The good invoked by our hygiene maximalists was that of health. But not health considered broadly, which would require an accounting of the health costs of lockdowns. There is a lively empirical debate about this in the back channels of the Internet, as well as about the efficacy of lockdowns in controlling the course of the pandemic, quite apart from any rise in non-Covid mortality they may have caused.
My point here isn’t to litigate these factual questions, which are contested. But I do want to register the lack of curiosity about them in officialdom, and note that among those who identify as liberals, there seems to be little interest in such an accounting, though it would seem to be crucial. The real attachment seems to be, not to actual health, but to a source of collective meaning that floats free of the empirical: the Covid emergency itself.
In an essay revisiting the subject of Excellent Sheep: The Miseducation of the American Elite and the Way to a Meaningful Life, its author, William Deresiewicz, notices that “the authority, parental as well as institutional, that the young are now facing” is authority “that does not believe in authority, that does not believe in itself.” He writes:
Children can’t be children if adults are not adults, but children also can’t become adults. They need something solid: to lean on when they’re young, to define themselves against as they grow older. Children become adults—autonomous individuals—by separating from their parents: by rebelling, by rejecting, by, at the very least, asserting. But how do you rebel against parents who regard themselves as rebels? How do you reject them when they accept your rejection, understand it, sympathize with it, join it?

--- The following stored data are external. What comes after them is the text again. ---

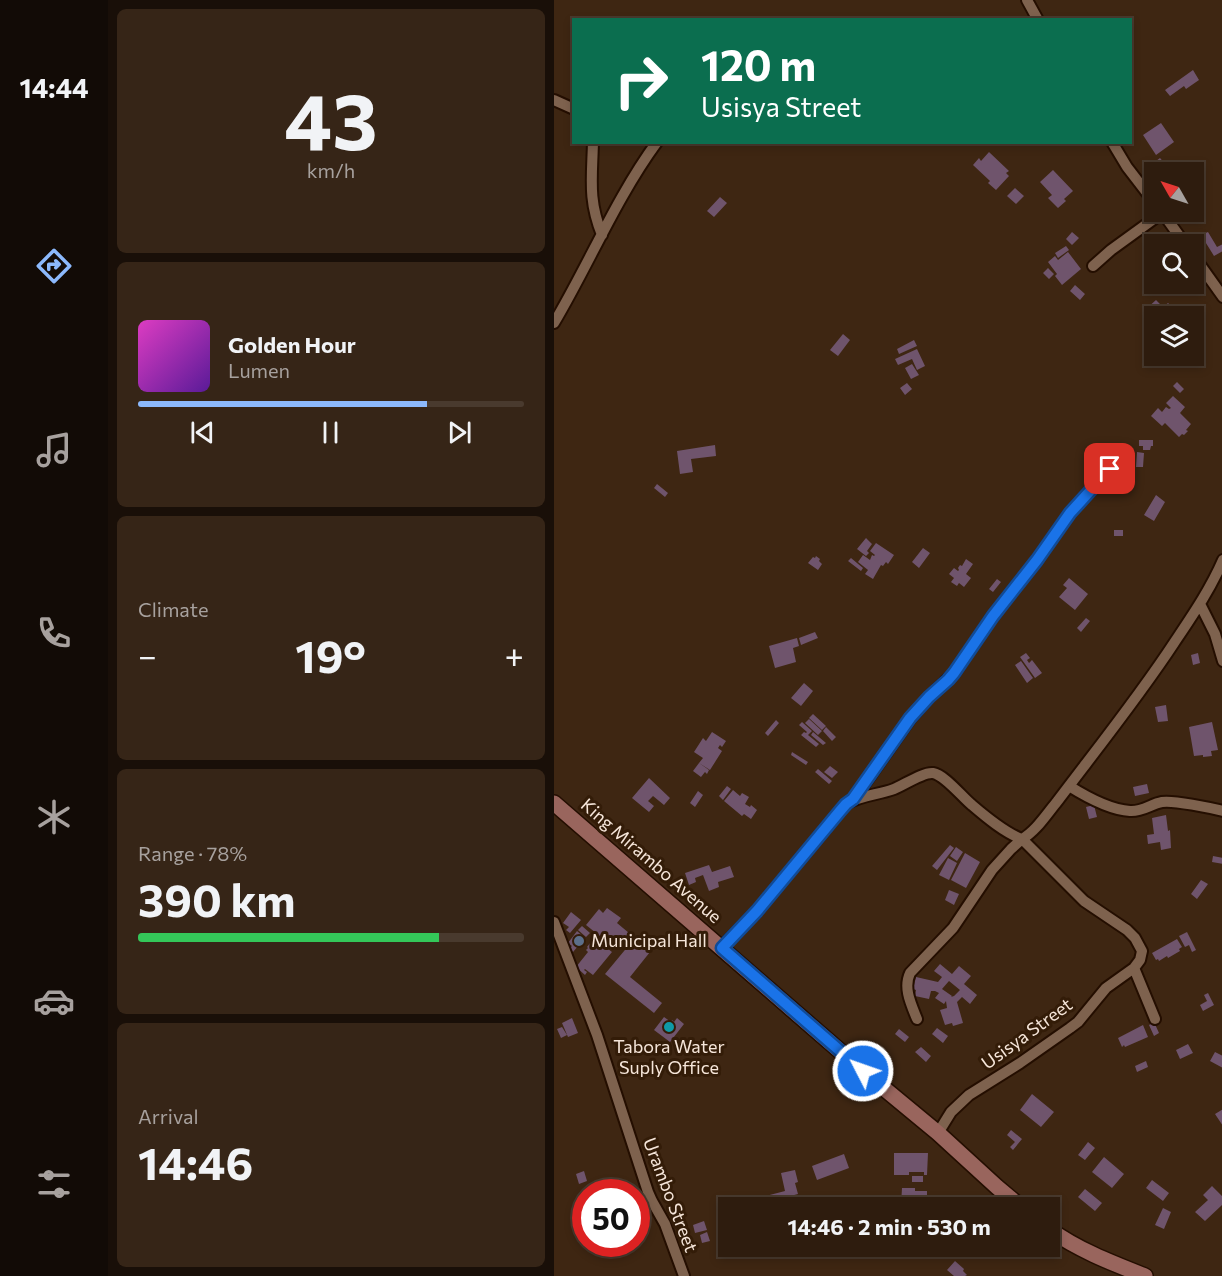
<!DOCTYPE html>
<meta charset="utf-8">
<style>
:root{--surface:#2e1c0e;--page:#362517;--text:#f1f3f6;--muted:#a7a19e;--line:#493a2e;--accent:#8cb9fc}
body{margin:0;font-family:Commissioner,sans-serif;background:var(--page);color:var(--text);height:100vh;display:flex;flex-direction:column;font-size:22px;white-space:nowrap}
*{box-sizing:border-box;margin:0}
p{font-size:20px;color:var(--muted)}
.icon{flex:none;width:33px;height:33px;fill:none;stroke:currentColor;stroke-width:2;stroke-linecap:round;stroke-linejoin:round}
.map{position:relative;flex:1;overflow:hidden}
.side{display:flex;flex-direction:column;gap:9px;padding:9px;background:#190f08;width:446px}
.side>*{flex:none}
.hud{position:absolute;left:18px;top:18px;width:560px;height:126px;border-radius:0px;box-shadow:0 3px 9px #0003,0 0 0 2px var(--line);background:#0b6e4f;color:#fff;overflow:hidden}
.needle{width:39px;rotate:309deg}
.tools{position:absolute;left:590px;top:162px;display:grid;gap:12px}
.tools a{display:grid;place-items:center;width:60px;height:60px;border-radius:0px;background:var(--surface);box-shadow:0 3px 9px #0003,0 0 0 2px var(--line);font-size:30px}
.speed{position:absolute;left:18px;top:1179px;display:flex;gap:12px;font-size:30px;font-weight:700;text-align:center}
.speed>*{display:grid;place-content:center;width:78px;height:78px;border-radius:50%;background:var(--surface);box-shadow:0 3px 9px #0003,0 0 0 2px var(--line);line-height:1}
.speed .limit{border:9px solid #d22;background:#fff;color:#111}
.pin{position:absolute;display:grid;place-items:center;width:51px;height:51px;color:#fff;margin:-26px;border-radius:12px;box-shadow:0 3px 9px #0006}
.me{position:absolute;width:66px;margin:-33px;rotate:311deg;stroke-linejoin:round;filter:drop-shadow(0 0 4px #0008)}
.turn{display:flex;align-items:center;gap:21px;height:126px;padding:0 30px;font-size:27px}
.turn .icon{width:78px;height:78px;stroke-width:2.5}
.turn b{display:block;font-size:42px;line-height:51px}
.big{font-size:45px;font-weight:700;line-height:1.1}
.side .card{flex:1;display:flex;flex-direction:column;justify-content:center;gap:9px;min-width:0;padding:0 21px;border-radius:9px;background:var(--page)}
.side .dial{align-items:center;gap:0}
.dial b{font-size:78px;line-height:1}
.song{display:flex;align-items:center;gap:18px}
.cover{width:72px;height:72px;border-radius:9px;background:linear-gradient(135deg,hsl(310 70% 55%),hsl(270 70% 35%))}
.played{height:6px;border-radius:3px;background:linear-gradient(90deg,var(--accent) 75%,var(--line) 75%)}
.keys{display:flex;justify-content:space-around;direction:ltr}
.heat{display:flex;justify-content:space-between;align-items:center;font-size:33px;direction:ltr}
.charge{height:9px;border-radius:4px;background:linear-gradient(90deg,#34c759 78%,var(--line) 0)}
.trip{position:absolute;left:164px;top:1197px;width:342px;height:60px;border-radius:0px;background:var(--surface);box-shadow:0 3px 9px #0003,0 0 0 2px var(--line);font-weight:700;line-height:60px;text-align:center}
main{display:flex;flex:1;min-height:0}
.dock{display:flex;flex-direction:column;width:108px;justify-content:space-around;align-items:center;background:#120b06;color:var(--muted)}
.dock .icon{width:42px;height:42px}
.dock .active{color:var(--accent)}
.dock b{font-size:27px;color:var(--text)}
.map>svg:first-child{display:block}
.building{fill:#6f546c;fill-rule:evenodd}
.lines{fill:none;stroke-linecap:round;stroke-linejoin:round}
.street-casing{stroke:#240e00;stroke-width:14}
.secondary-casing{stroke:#240e00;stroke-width:18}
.street{stroke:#7e624e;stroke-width:10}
.secondary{stroke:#99655d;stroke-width:15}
.route-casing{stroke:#114b97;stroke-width:15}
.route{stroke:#1a73e8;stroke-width:10}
.service-dot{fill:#5c6f8a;stroke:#331c08;stroke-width:2}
.culture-dot{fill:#0f9aa8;stroke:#331c08;stroke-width:2}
.labels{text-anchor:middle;stroke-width:6;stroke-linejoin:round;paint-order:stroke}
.street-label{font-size:18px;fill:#f6e6da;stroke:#331c08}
.poi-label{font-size:18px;fill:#f6e6da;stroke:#331c08;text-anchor:start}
</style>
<main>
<nav class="dock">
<b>14:44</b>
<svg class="icon active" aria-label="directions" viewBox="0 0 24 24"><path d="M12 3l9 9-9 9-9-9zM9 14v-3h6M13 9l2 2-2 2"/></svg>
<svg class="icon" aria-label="music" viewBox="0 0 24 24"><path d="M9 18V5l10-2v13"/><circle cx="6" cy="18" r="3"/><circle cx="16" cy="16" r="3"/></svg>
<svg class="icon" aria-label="phone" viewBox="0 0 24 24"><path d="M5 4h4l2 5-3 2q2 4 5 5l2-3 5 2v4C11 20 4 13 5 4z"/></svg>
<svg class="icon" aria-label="climate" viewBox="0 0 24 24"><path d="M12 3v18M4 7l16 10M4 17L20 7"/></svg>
<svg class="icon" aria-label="car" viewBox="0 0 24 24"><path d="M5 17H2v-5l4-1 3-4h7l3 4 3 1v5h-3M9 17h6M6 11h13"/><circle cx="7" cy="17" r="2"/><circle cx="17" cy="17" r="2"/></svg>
<svg class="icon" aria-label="filters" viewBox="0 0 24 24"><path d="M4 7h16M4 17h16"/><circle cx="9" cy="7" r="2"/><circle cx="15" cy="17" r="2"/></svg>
</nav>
<section class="side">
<div class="card dial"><b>43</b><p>km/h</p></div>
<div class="card">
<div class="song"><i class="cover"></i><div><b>Golden Hour</b><p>Lumen</p></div></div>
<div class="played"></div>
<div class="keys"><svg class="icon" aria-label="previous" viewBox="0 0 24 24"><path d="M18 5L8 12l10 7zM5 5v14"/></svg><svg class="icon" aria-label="pause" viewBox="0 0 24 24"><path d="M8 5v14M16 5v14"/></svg><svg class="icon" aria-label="next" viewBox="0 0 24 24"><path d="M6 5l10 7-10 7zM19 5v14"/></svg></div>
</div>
<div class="card"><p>Climate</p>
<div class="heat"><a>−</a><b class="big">19°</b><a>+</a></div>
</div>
<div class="card"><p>Range · 78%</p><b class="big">390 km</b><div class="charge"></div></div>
<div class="card"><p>Arrival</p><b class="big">14:46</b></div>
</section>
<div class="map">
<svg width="669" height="1276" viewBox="0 0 669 1276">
<rect width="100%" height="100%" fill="#3e2612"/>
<path class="building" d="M639 70 645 80 632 89 630 86 616 96 611 90Z
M607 123 620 142 602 155 589 135Z
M435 152 455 171 452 173 455 176 442 190 434 183 436 181 419 165 425 158 427 161Z
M606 158 612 165 604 171 598 164Z
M499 170 519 191 510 199 512 201 504 208 494 198 498 195 486 182Z
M461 188 470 196 462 204 453 196Z
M166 197 173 203 160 217 153 211Z
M518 232 525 238 518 245 512 239Z
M654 232 663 247 669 244V251L660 256 647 235Z
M512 246 515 250 504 258 501 253Z
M514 252 527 269 508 285 501 276 503 274 494 262 501 256 504 260Z
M494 268 500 274 495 279 489 273Z
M521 285 531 294 526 300 516 291Z
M602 300 609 307 614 303 623 311 617 316H600V324L591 315 593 313 591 310Z
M289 334 296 340 284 356 276 350Z
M360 340 363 346 345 354 343 349Z
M363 349 371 366 363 370 358 359 344 365 341 359Z
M358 364 365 375 357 379 351 368Z
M623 382 630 389 626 393 619 386Z
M353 383 358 389 351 395 346 388Z
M619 396 631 407 626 413 637 424 632 430 634 431 630 435 628 434 625 437 611 423 608 426 597 416 604 408 608 412 612 407 615 409 617 408 612 403Z
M585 440H599V446H597L596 450H589V446H585Z
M161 445 162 456 137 459 139 472 126 474 123 451Z
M583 452 590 453 589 467H582Z
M103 484 114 493 111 497 100 488Z
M602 495 611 502 600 521 590 515Z
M560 530H569V536H560Z
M312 538 318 544 313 551 315 553 312 556 303 549Z
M322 543 340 555 334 564 332 562 329 566 327 565 319 579 311 574 314 570 304 562 309 555 316 560 318 555 320 556 321 555 316 551Z
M369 548 376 553 365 568 358 562Z
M262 556 266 559 265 561 268 564 264 570 254 563 259 557 261 558Z
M297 558 309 568 307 571 294 561Z
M412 559 419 564 412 574 417 578 410 587 405 583 403 586 397 582 400 578 395 574 400 568 404 571 405 570 404 568 406 565 408 566Z
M515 578 534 594 521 610 505 597 513 588 509 585Z
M443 579 447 582 439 592 435 589Z
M532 618 536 621 527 632 523 628Z
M261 632 264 638 247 645 245 638Z
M243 638 245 646 239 648 242 662 221 668 215 646Z
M472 653 476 658 473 660 475 663 478 660 488 673 481 678 466 657Z
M644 653 646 663 639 665 637 655Z
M467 661 479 678 473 683 461 665Z
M250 683 259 691 247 706 237 698Z
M612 705 614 721 604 722 601 707Z
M259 714 272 726 268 730 255 718Z
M255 719 268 731 264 735 251 723Z
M222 720 225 723 214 736 211 733Z
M248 722 258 731 254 735 265 744 262 747 247 735 250 732 252 733 253 732 245 725Z
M658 722 664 750 657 751 658 756 649 757V755L640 756 635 727Z
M272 727 282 737 278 741 269 731Z
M158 732 172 741 168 747 166 745 164 748 168 751 156 770 145 763 149 758 140 752 149 738 152 741Z
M259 732 272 743 269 745 257 735Z
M238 752 254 762 252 765 237 755Z
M145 763 155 770 153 774 151 772 147 777 139 771Z
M276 766 284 772 278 778 270 772Z
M264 769 278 781 275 784 261 772Z
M95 778 116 798 110 805 99 796 94 801 100 806 95 812 78 798Z
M593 784 595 793 581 796 579 787Z
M173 786 177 789 169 800 165 796Z
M179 790 186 796 188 793 195 797 191 804 196 807 197 805 203 810 197 819 190 814 188 816 170 801Z
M144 791 149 795 141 807 136 803Z
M540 805 543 817 535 819 532 807Z
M612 815 614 831 616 830 617 848 607 850 606 842 594 844 593 835 600 834 598 818Z
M396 845 400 848 383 870 378 866Z
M402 847 409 852 403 861 396 856Z
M411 853 426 862 412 888 397 880Z
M659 856 669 858V864L658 862Z
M394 858 403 863 395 880 385 875Z
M155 865 158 872 176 866 180 877 164 882 165 887 155 891 149 875 141 878 142 882 135 885 131 873Z
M647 880 654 884 643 899 637 894Z
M395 890 405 894 400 905 391 900Z
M53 908 67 918 63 923 75 933 62 949 32 925 45 909 49 913Z
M17 912 27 920 16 933 12 930 15 927 9 923Z
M28 926 36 933 32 937 24 930Z
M23 931 31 938 19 952 15 949 18 946 14 943Z
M633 932 642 950 638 952 635 945 631 947 625 936Z
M40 938 58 952 39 975 31 969 30 970 33 972 31 975 22 967 34 952 32 950 34 948 33 947Z
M80 939 96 952 76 977 108 1003 100 1013 51 974Z
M623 939 628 947 625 949 626 951 614 958 613 956 605 961 604 959 602 960 598 953Z
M386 964 398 974 405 966 417 976 410 984 423 995 416 1004 408 997 403 1002 409 1023 399 1026 398 1023 391 1025 386 1010 393 1008 392 1001 390 1004 381 998 385 993 381 991H377L375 999 361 996 362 990 359 989 362 977 384 982 388 977 380 971ZM395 981 406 990 400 996 397 997 398 996 388 989Z
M654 993 660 1005 649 1011 646 1005 653 1001 650 995Z
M110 1017 117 1022 118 1020 120 1022 123 1018 130 1024 116 1042 100 1030Z
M18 1018 24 1033 14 1037 8 1023Z
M600 1022 605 1033 600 1036 595 1025Z
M589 1025 594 1037 571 1047 570 1045 568 1047 564 1038Z
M8 1027 13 1035 7 1038 3 1029Z
M383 1028 394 1036 389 1043 378 1034Z
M345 1029 355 1037 351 1042 341 1034Z
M634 1044 639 1053 626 1059 622 1050Z
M367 1047 377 1056 372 1062 361 1052Z
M661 1052 669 1056V1068L656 1061Z
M592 1061 594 1067 583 1072 581 1066Z
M478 1094 500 1112 487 1127 466 1110Z
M669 1109V1126L661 1114Z
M457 1130 468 1139 459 1150 456 1147 461 1142 453 1135Z
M534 1142 541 1148 531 1160 524 1155Z
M340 1153H374L373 1175H370V1172H355V1175H340Z
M290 1154 295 1168 263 1180 258 1166Z
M550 1157 570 1174 558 1188 538 1172Z
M241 1170 244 1182 241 1183 244 1194 202 1205 200 1199 231 1191 227 1173Z
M30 1171 33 1181 25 1184 22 1174Z
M358 1176H369V1182H358Z
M598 1180 615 1193 609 1201 592 1188Z
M658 1186 669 1197V1204L651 1221 641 1212 654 1200 649 1195Z
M348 1188H361V1191H373V1200H355V1205H347Z
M531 1189 548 1203 541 1211 524 1197Z
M609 1208 617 1212 610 1229 601 1225Z
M150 1221 153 1230 141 1233 139 1225Z
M153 1232 156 1241 148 1243 146 1235Z
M174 1245V1246H188L189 1249 173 1254 171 1246Z
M426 1246H449L448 1259 425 1257Z
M401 1261 410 1269 409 1271 413 1275 411 1276H400L393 1270Z"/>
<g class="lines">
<defs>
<path id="street" d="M473 0 484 20
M0 100 20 109
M39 142C38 179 34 200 48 235
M558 142 573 167 600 202
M608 212 631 244
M639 255 669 297
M539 266 557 250 608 213
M0 323C35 264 62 198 103 142
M646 604 661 634 669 661
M515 786C531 796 557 810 576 811 588 812 597 804 608 802 619 800 657 808 669 811
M300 799 356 719 375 697 400 673 439 616 483 560 516 513 556 469
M0 922 43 1035 94 1192 98 1201 111 1224 130 1276
M167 948 203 911 292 804C307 795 324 795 340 789 350 785 369 772 379 773 391 775 408 797 418 805 432 817 451 833 468 839 482 831 492 815 502 803 542 750 584 698 620 643 638 616 656 590 669 560
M580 968 601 1019
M363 1019C357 1004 349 988 356 973L399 928 438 870 457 849 468 839 530 901 573 930 581 938 588 951 586 960 580 968 552 988 524 1022 516 1028 466 1063 415 1095 397 1112 384 1133"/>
<path id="secondary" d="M0 803 309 1071 384 1133 443 1187 468 1208
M495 1229C524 1250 558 1263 591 1276"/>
</defs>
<use href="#street" class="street-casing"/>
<use href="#secondary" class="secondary-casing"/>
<use href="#street" class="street"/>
<use href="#secondary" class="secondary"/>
</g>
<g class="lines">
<defs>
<path id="route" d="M309 1071 168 948 203 911 286 811 292 804 299 799 356 718 375 697 394 680 400 673 439 616 483 560 516 513 556 469"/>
</defs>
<use href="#route" class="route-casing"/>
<use href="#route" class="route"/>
</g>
<circle class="service-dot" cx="25" cy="941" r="6"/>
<circle class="culture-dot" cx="115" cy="1027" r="6"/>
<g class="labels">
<g class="street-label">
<text transform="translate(97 861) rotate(41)" y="6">King Mirambo Avenue</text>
<text transform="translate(473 1034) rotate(-36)" y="6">Usisya Street</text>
<text transform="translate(116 1195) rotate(69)" y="6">Urambo Street</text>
</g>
<g class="poi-label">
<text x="37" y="947">Municipal Hall</text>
<text x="115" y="1053" text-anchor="middle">Tabora Water<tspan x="115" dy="21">Suply Office</tspan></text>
</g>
</g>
</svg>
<div class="tools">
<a><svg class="needle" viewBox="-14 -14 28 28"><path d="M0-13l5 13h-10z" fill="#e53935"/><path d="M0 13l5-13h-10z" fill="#a7a19e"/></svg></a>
<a><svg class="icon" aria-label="search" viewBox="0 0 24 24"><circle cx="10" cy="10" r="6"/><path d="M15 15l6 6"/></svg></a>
<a><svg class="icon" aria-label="layers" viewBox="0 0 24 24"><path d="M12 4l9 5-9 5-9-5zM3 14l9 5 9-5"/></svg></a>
</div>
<div class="speed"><div class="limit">50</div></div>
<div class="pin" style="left:556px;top:469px;background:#d93025"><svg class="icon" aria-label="arrive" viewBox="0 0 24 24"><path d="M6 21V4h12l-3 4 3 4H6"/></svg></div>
<svg class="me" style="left:309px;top:1071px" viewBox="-20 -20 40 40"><circle r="17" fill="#1a73e8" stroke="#fff" stroke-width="3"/><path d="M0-11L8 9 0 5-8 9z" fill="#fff"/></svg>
<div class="trip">14:46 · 2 min · 530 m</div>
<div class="hud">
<div class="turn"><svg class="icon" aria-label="right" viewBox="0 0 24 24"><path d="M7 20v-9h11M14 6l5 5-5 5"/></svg><div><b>120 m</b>Usisya Street</div></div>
</div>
</div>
</main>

The 1960s broke authority, and it has never been repaired. It discredited adulthood, and adulthood has never recovered. The attributes of adulthood—responsibility, maturity, self-sacrifice, self-control—are no longer valued, and frequently no longer modeled. So children are stuck: they want to be adults, but they don’t know how. They want to be adults, but it’s easier to remain children. Like children, they can only play at being adults.